“Live in NYC” sees the first full live album from the seminal alternative rockers, and captures them in excellent form in a free circus themed New York extravaganza on their ‘Theatre of Escapists’ trek. The quartet of Perry Farrell (vocals), Dave Navarro (guitar), Stephen Perkins (drums) and Chris Chaney (bass) follow up their recent album “The Great Escape Artist”.
Opening with ‘Whores’, one of the first Jane’s Addiction songs from way back in 1985, although it wasn’t released until given the Trent Reznor production treatment as part of the “NINJA” tour sampler. The band spend the next hour plus on a setlist of such calibre, that many other bands would struggle to come up with something similar. The set is heavily based on the first period of the band, with the vast majority of songs coming from the “Nothing’s Shocking” and “Ritual De Lo Habitual”. A strange choice coming from a tour in support of a new album, featuring only the one new song, but ‘Irresistible Force’ fits in well with a set otherwise packed with classics.
Aside from the great choice of songs, the band seem on particularly fine form, with vocalist / scene icon / Lollapolooza founder Farrell being much more interactive with the crowd than when I have seen them. One piece at the end of ‘Been Caught Stealing’ about being a rich rock star seems to fall a bit flat, but a cheap pop about loving New York City brings the crowd back onside for the rest of the set.
An impressive closing trilogy of ‘Mountain Song’, ‘Stop’ and ‘Jane Says’ is yet another reminder of how important Jane’s Addiction were to a fledgling scene which helped spawn some of the biggest bands of their generation. I only had access to the audio for this show for the purposes of this review, but that is enough to convince me to put on the ever growing list for next payday. The circus element may not be as apparent on the CD, but from what I have read, the DVD seems to be quite an extraordinary show.

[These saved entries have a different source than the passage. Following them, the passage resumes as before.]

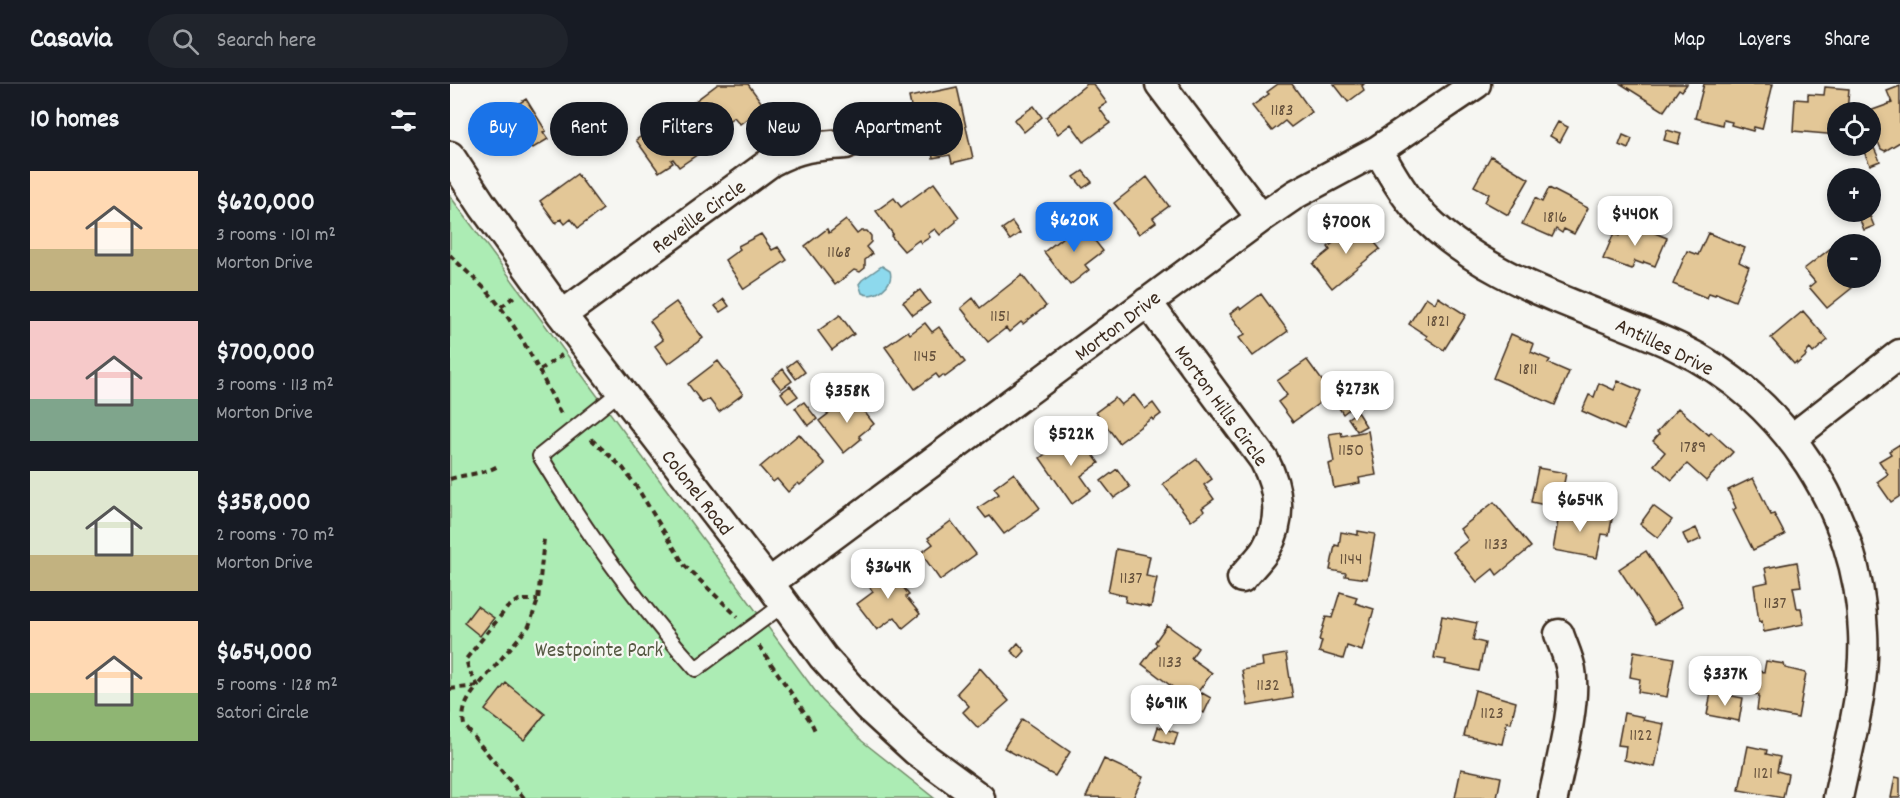 <!DOCTYPE html>
<meta charset="utf-8">
<style>
body{margin:0;font-family:Dekko,sans-serif;background:#20242c;color:#f1f3f6;height:100vh;display:flex;flex-direction:column;font-size:22px;white-space:nowrap}
*{box-sizing:border-box;margin:0}
p{font-size:20px;color:#9ea1a6}
.icon{flex:none;width:33px;height:33px;fill:none;stroke:currentColor;stroke-width:2;stroke-linecap:round;stroke-linejoin:round}
.map{position:relative;flex:1;overflow:hidden}
.details{display:flex;flex-direction:column;background:#171b24;width:450px}
.details>*{flex:none}
.hud{position:absolute;left:18px;top:18px;width:570px;height:54px;display:flex;gap:12px}
.fabs{position:absolute;left:1377px;top:18px;display:grid;gap:12px}
.fabs a{display:grid;place-items:center;width:54px;height:54px;border-radius:50%;background:#171b24;box-shadow:0 3px 9px #0003;font-size:30px}
.price{position:absolute;translate:-50% -51px;padding:0 14px;border-radius:12px;background:#fff;color:#222;font-size:20px;line-height:39px;filter:drop-shadow(0 2px 3px #0008)}
.price::after{content:'';position:absolute;left:50%;top:36px;width:18px;height:14px;margin-left:-9px;background:inherit;clip-path:polygon(0 0,100% 0,50% 100%)}
.price.selected{background:#1a73e8;color:#fff}
ul{padding:0;list-style:none}
li{display:flex;align-items:center;gap:18px;height:150px;padding:0 30px}
li span{display:grid;place-items:center;flex:none;width:168px;height:120px;border-radius:0px;color:#555}
li>.icon{margin-inline-start:auto}
span .icon{width:72px;height:72px;fill:#fffc;stroke-width:1}
li b{font-size:26px}
h2{display:flex;justify-content:space-between;align-items:center;height:72px;padding:0 30px;font-size:26px}
.tag{padding:0 21px;border-radius:27px;background:#171b24;box-shadow:0 3px 9px #0003;font-size:21px;line-height:54px}
.tag.selected{background:#1a73e8;color:#fff}
header{display:flex;align-items:center;gap:36px;box-sizing:border-box;height:84px;padding:0 30px;background:#171b24;border-bottom:2px solid #363941}
header strong{font-size:28px}
nav{display:flex;gap:33px;margin-inline-start:auto;font-size:21px}
.search{width:420px;height:54px;background:#20242c;display:flex;align-items:center;gap:15px;box-sizing:border-box;padding:0 21px;border-radius:33px;color:#9ea1a6;font-size:22px}
main{display:flex;flex:1;min-height:0}
.map>svg:first-child{display:block}
.green{fill:#acecb4;stroke:#748b69;stroke-width:1.5}
.water{fill:#8dd9ed;stroke:#6c939a;stroke-width:1.5}
.building{fill:#e3c797;stroke:#3b2a1e;stroke-width:1.5}
.lines{fill:none;stroke-linecap:round;stroke-linejoin:round}
.lane-casing{stroke:#3b2a1e;stroke-width:18}
.street-casing{stroke:#3b2a1e;stroke-width:33}
.path{stroke:#3b2a1e;stroke-width:4;stroke-dasharray:6 4.5;stroke-linecap:butt}
.lane{stroke:#f6f6f2;stroke-width:14}
.street{stroke:#f6f6f2;stroke-width:28}
.labels{text-anchor:middle;stroke-width:4.5;stroke-linejoin:round;paint-order:stroke}
.number-label{font-size:18px;fill:#65513c}
.street-label{font-size:21px;fill:#3b2a1e;stroke:#f6f6f2}
.park-label{font-size:21px;fill:#575a44;stroke:#f6f6f2}
</style>
<header>
<strong>Casavia</strong>
<div class="search"><svg class="icon" aria-label="search" viewBox="0 0 24 24"><circle cx="10" cy="10" r="6"/><path d="M15 15l6 6"/></svg>Search here</div>
<nav><a>Map</a><a>Layers</a><a>Share</a></nav>
</header>
<main>
<section class="details">
<h2>10 homes<svg class="icon" aria-label="filters" viewBox="0 0 24 24"><path d="M4 7h16M4 17h16"/><circle cx="9" cy="7" r="2"/><circle cx="15" cy="17" r="2"/></svg></h2>
<ul>
<li><span style="background:linear-gradient(#ffd9b3 65%,#c2b280 0)"><svg class="icon" aria-label="home" viewBox="0 0 24 24"><path d="M3 11l9-7 9 7M6 9v11h12V9"/></svg></span><div><b>$620,000</b><p>3 rooms · 101 m²</p><p>Morton Drive</p></div></li>
<li><span style="background:linear-gradient(#f6c9c9 65%,#7fa58c 0)"><svg class="icon" aria-label="home" viewBox="0 0 24 24"><path d="M3 11l9-7 9 7M6 9v11h12V9"/></svg></span><div><b>$700,000</b><p>3 rooms · 113 m²</p><p>Morton Drive</p></div></li>
<li><span style="background:linear-gradient(#dfe7d0 70%,#c2b280 0)"><svg class="icon" aria-label="home" viewBox="0 0 24 24"><path d="M3 11l9-7 9 7M6 9v11h12V9"/></svg></span><div><b>$358,000</b><p>2 rooms · 70 m²</p><p>Morton Drive</p></div></li>
<li><span style="background:linear-gradient(#ffd9b3 60%,#8fb573 0)"><svg class="icon" aria-label="home" viewBox="0 0 24 24"><path d="M3 11l9-7 9 7M6 9v11h12V9"/></svg></span><div><b>$654,000</b><p>5 rooms · 128 m²</p><p>Satori Circle</p></div></li>
</ul>
</section>
<div class="map">
<svg width="1450" height="714" viewBox="0 0 1450 714">
<rect width="100%" height="100%" fill="#f6f6f2"/>
<filter id="ink" filterUnits="userSpaceOnUse"><feTurbulence type="fractalNoise" baseFrequency=".0167" numOctaves="2"/><feDisplacementMap in="SourceGraphic" scale="12" xChannelSelector="R" yChannelSelector="G"/><feConvolveMatrix kernelMatrix="1 2 1 2 8 2 1 2 1" color-interpolation-filters="sRGB"/></filter>
<g filter="url(#ink)">
<path class="green" d="M0,112l371,503 41,42 72,57h-484z"/>
<path class="water" d="M432,182l8,5c5,14 -16,29 -28,22l-3,-9 3,-4z"/>
<path class="building" d="M268,0h30l16,22 -24,18 -6,-7 -22,16 -8,-11 3,-3 -13,-17z
M637,0h6l14,19 -8,5 11,15 -26,19 -13,-18 -13,10 -12,-17z
M828,0h14l20,28 -21,15 -6,-6 -13,10 -20,-25 17,-12 -2,-2z
M884,0h30l-2,2 2,4 -16,12z
M1171,0h66l-5,7 -3,-2 -15,22z
M1254,0h69l-11,45 -8,-2 -1,4 -22,-6 1,-3 -9,-2 -1,5 -27,-7z
M1450,2v56l-15,9 -4,-2 -11,-26v-11h-3l25,-9 -5,-12z
M507,3l16,71 -21,5 -2,-8 -17,3 -1,-5 -5,1 -3,-17 -6,2 -9,-42z
M1375,3l24,2 -2,23h-9v23l-45,-4 2,-32 13,1v-6l16,1z
M76,15l20,32 -3,1 5,7 -15,9 -1,-2 -11,6 -8,-14 -11,7 -14,-23z
M584,22l8,11 -18,15 -10,-12z
M222,30l29,38 -22,15 -6,-8 -2,1 2,3 -14,9 -23,-32z
M1108,38l10,5 -8,15 -10,-6z
M1217,46l14,4 -3,10 -14,-4z
M1173,51l9,4 -4,10 -9,-4z
M1424,64l6,13 -10,4 -6,-13z
M1041,72l38,23 -21,36 -23,-13 4,-8 -15,-8z
M633,87l9,11 -9,6 -9,-11z
M127,90l26,35 -25,19 -7,-9 -6,5 -4,-5 -5,4 -16,-22z
M697,93l22,29 -16,12 3,4 -17,12 -25,-31z
M484,99l25,34 -3,3v2l-16,13 -5,-6 -7,5 2,3 -9,6 -2,-3 -15,11 -13,-15 2,-2 -17,-23 18,-13 7,9z
M1099,104l39,20 -14,26 -10,-5 -2,4 -6,-4 -4,8 -30,-13 13,-26 7,4z
M1420,132l4,10 -10,4 -4,-10z
M396,136l11,14 4,-3h6l4,5v6l-5,5 6,7 -7,6v8l-5,4 -6,-2 -19,15 -30,-39 22,-17 2,4z
M1176,137l41,17 -12,28 -11,-4 -1,2 -8,-3 -3,8 -29,-10 11,-26 5,3z
M562,138l8,11 -10,7 -8,-11z
M631,139l22,28 -18,14 4,5 -19,15 -26,-33z
M909,139l21,26 -48,39 -19,-24 17,-14 -2,-3z
M1258,149l37,15 -6,14 10,5 -14,34 -19,-8 -1,2 -6,-2 -2,5 -34,-14 14,-33 11,4z
M311,150l11,16 6,-3 9,13 -43,29 -19,-29 15,-11 -2,-3z
M1390,157l3,3h-5v34h15l-6,4 5,6 -25,20 -18,-21 6,-5 -11,-13z
M572,191l24,31 -23,18 -2,-2 -12,10 -3,-4 -18,14 -27,-34 12,-10 7,10z
M470,206l10,13 -17,12 -10,-13z
M811,210l27,37 -35,25 -14,-18 6,-4 -15,-20 9,-7 2,2z
M976,213l9,6 3,-6 28,18 -22,35 -18,-12 1,-2 -18,-12z
M274,215l5,7 -9,6 -5,-6z
M226,218l27,36 -35,26 -13,-18 8,-6 -13,-19z
M1353,227l25,29 -15,13 -3,-4 -5,5 1,2 -9,8 -1,-2 -2,2 -23,-26z
M390,231l14,19 -22,16 -14,-19z
M475,239l7,9 7,-5 26,35 -20,15 -2,-2 -4,3 -3,-4 -21,15 -30,-42 23,-16 2,3z
M1061,250l23,10 -3,8 19,8 -2,3 21,9 -14,33 -62,-27z
M346,276l9,12 -9,7 -9,-12z
M857,276l25,34 -39,28 -15,-20 9,-7 -10,-14z
M268,277l25,33 -24,18 -10,-13 -7,4 -14,-19z
M333,285l9,12 -11,8 -9,-11z
M1168,297l23,10 -17,39 -42,-19 7,-16 5,2 5,-14 15,7z
M340,302l8,10 -10,7 -7,-10z
M684,311l11,14 8,-6 8,11 -8,6 -1,-2 -33,25 -23,-31 19,-14 6,7z
M895,311l8,11 -10,8 -8,-12z
M402,312l22,28 -15,12 2,3 -17,14 -25,-32z
M354,318l13,17 -9,7 -13,-18z
M1228,324l31,27 2,-3 22,20 -27,29 -19,-17 -15,16 -18,-15 11,-13 -12,-11 6,-7 -2,-2z
M907,328l9,14 -9,5 -9,-13z
M918,347l8,44 -17,3 1,5 -26,5 -5,-24 5,-2 -5,-28 12,-2 1,4z
M633,349l7,9 -4,3 13,18 -18,13 10,14 -19,14 -32,-46 20,-15 3,4z
M349,350l26,30 -25,21 -2,-2 -10,9 -11,-13 -4,3 -13,-15z
M1450,360v52l-9,6 -14,-20 11,-8 -9,-13 12,-7 -2,-3z
M747,375l15,20 -8,6 10,14 -12,9 2,3 -13,10 -28,-37z
M1088,384l28,5 -7,35 -28,-6z
M667,385l13,18 -16,11 -13,-17z
M564,389l26,35 -36,26 -14,-18 -4,2 -8,-10 21,-14 -5,-6z
M1303,394l18,37 3,-1 11,21 -32,15 -20,-40 3,-2 -8,-18z
M1044,418l37,45 -34,28 -4,-6 -16,13 -24,-30 15,-12 -8,-11z
M1203,422l19,14 -14,18 -18,-14z
M1110,425l52,10 -3,16 -7,-1 -5,24 -44,-8z
M501,437l25,33 -36,26 -19,-27 12,-9 -5,-6z
M1246,444l5,11 -13,6 -5,-11z
M908,447l17,3 -8,45 -22,-3 1,-3 -16,-3 5,-25 4,1 2,-14 17,3z
M666,465l34,7 -4,20 11,2 -6,29 -26,-5 1,-6 -18,-4z
M1196,467l36,56 -27,17 -36,-55z
M1347,478l4,24 -8,1 4,21h4l3,16 -40,8 -2,-11 -3,1 -5,-37 14,-3 -3,-14z
M442,479l15,20 -4,4 6,8 -3,2 14,17 -17,14 -8,-11 -18,13 -20,-26 16,-12 -6,-9z
M890,508l17,5 -2,6 19,6 -12,42 -15,-5 -4,13 -24,-7 3,-11 -3,-1 7,-23 6,1z
M27,522l17,12 -14,18 -16,-13z
M992,532l35,7 -4,17 12,3 -6,28 -34,-7 1,-4 -12,-2z
M717,541l31,23 -7,10 21,15 -21,28 -49,-37 15,-20 -2,-2z
M568,559l7,8 -6,7 -8,-7z
M1184,567l40,7 -7,39 -29,-5 2,-13 -10,-2z
M836,570l7,44 -45,8 -6,-36 21,-4 -1,-8z
M1316,577l18,3 1,4 21,5 -8,45 -41,-8 2,-15 -16,-3 4,-23 17,3z
M530,584l29,33 -31,27 -15,-16 6,-6 -12,-13z
M56,599l39,31 -21,26 -39,-30z
M1025,606l41,12 -5,21 -4,-1 -5,22 -38,-8z
M1261,608l32,6 -4,23 -32,-6z
M752,609l9,5 -7,15 -10,-5z
M1174,629l20,4 -1,3 21,4 -9,43 -31,-7 2,-14 -8,-1z
M572,635l48,33 -15,24 -51,-28z
M708,643l20,6 -4,12 -20,-6z
M1298,662l19,4 -1,4 14,3 -3,14 11,3 -5,24 -44,-8z
M654,675l39,18 -10,21 -47,-1z
M1011,685l40,8 -4,21h-42z
M1445,693l5,1v20h-9z"/>
<g class="lines">
<defs>
<path id="lane" d="M170,308l-80,64c47,78 95,145 156,213l88,-65"/>
<path id="street" d="M710,0l101,134
M928,66c11,19 22,40 37,57 67,75 173,99 262,140 108,50 182,167 186,285 3,56 -14,112 -25,166
M0,72l33,50 79,109 207,268 54,74 44,49 49,45 64,47
M697,218l117,158c15,28 19,60 2,89 -6,10 -16,19 -24,29
M112,231l209,-153c28,-15 43,-16 75,-18
M1341,355l109,-85
M319,499l492,-365 35,-24 82,-44 98,-66
M1103,714c7,-34 24,-96 18,-128 -2,-12 -8,-24 -12,-36"/>
</defs>
<use href="#lane" class="lane-casing"/>
<use href="#street" class="street-casing"/>
<path class="path" d="M0,171c17,18 37,33 51,53 25,33 42,71 61,108
M51,223l16,-13
M90,286l22,-15
M141,355l32,29 15,21 47,77 53,51
M0,395c16,-5 34,-5 48,-13
M309,562l52,76 5,11
M0,605l28,-3 51,-60 9,-26 6,-62
M74,714l-60,-73c-3,-16 4,-27 14,-39l-9,-16 -3,-11 41,-51 12,-8h19"/>
<use href="#lane" class="lane"/>
<use href="#street" class="street"/>
</g>
</g>
<g class="labels">
<g class="number-label">
<text x="832" y="31">1183</text>
<text x="1105" y="138">1816</text>
<text x="389" y="173">1168</text>
<text x="550" y="237">1151</text>
<text x="988" y="242">1821</text>
<text x="475" y="277">1145</text>
<text x="1078" y="290">1811</text>
<text x="1243" y="368">1789</text>
<text x="901" y="371">1150</text>
<text x="1046" y="465">1133</text>
<text x="901" y="480">1144</text>
<text x="681" y="499">1137</text>
<text x="1325" y="524">1137</text>
<text x="720" y="583">1133</text>
<text x="818" y="606">1132</text>
<text x="1042" y="634">1123</text>
<text x="1191" y="656">1122</text>
<text x="1313" y="694">1121</text>
</g>
<g class="street-label">
<text transform="translate(248 132) rotate(-36)" y="7">Reveille Circle</text>
<text transform="translate(667 241) rotate(-37)" y="7">Morton Drive</text>
<text transform="translate(1215 262) rotate(26)" y="7">Antilles Drive</text>
<text transform="translate(772 321) rotate(54)" y="7">Morton Hills Circle</text>
<text transform="translate(248 408) rotate(52)" y="7">Colonel Road</text>
</g>
<g class="park-label">
<text x="149" y="572">Westpointe Park</text>
</g>
</g>
</svg>
<div class="fabs">
<a><svg class="icon" aria-label="locate" viewBox="0 0 24 24"><circle cx="12" cy="12" r="6"/><path d="M12 2v4M12 18v4M2 12h4M18 12h4"/></svg></a>
<a>+</a>
<a>−</a>
</div>
<b class="price" style="left:1185px;top:163px">$440K</b>
<b class="price selected" style="left:624px;top:169px">$620K</b>
<b class="price" style="left:896px;top:171px">$700K</b>
<b class="price" style="left:907px;top:338px">$273K</b>
<b class="price" style="left:397px;top:340px">$358K</b>
<b class="price" style="left:621px;top:383px">$522K</b>
<b class="price" style="left:1130px;top:449px">$654K</b>
<b class="price" style="left:438px;top:516px">$364K</b>
<b class="price" style="left:1275px;top:623px">$337K</b>
<b class="price" style="left:716px;top:652px">$691K</b>
<div class="hud">
<a class="tag selected">Buy</a>
<a class="tag">Rent</a>
<a class="tag">Filters</a>
<a class="tag">New</a>
<a class="tag">Apartment</a>
</div>
</div>
</main>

Jane’s Addiction may never have been the busiest, most prolific band around, but they definitely show that quality is more important than quantity, and this disc is a worthwhile purchase for anyone with any interest in the early nineties US scene. Partly a nostalgic throwback to the days when MTV (Europe) played music and 120 minutes and Alternative Nation were almost religious viewing, as well as being proof that there is plenty of life left in the band, long may they continue.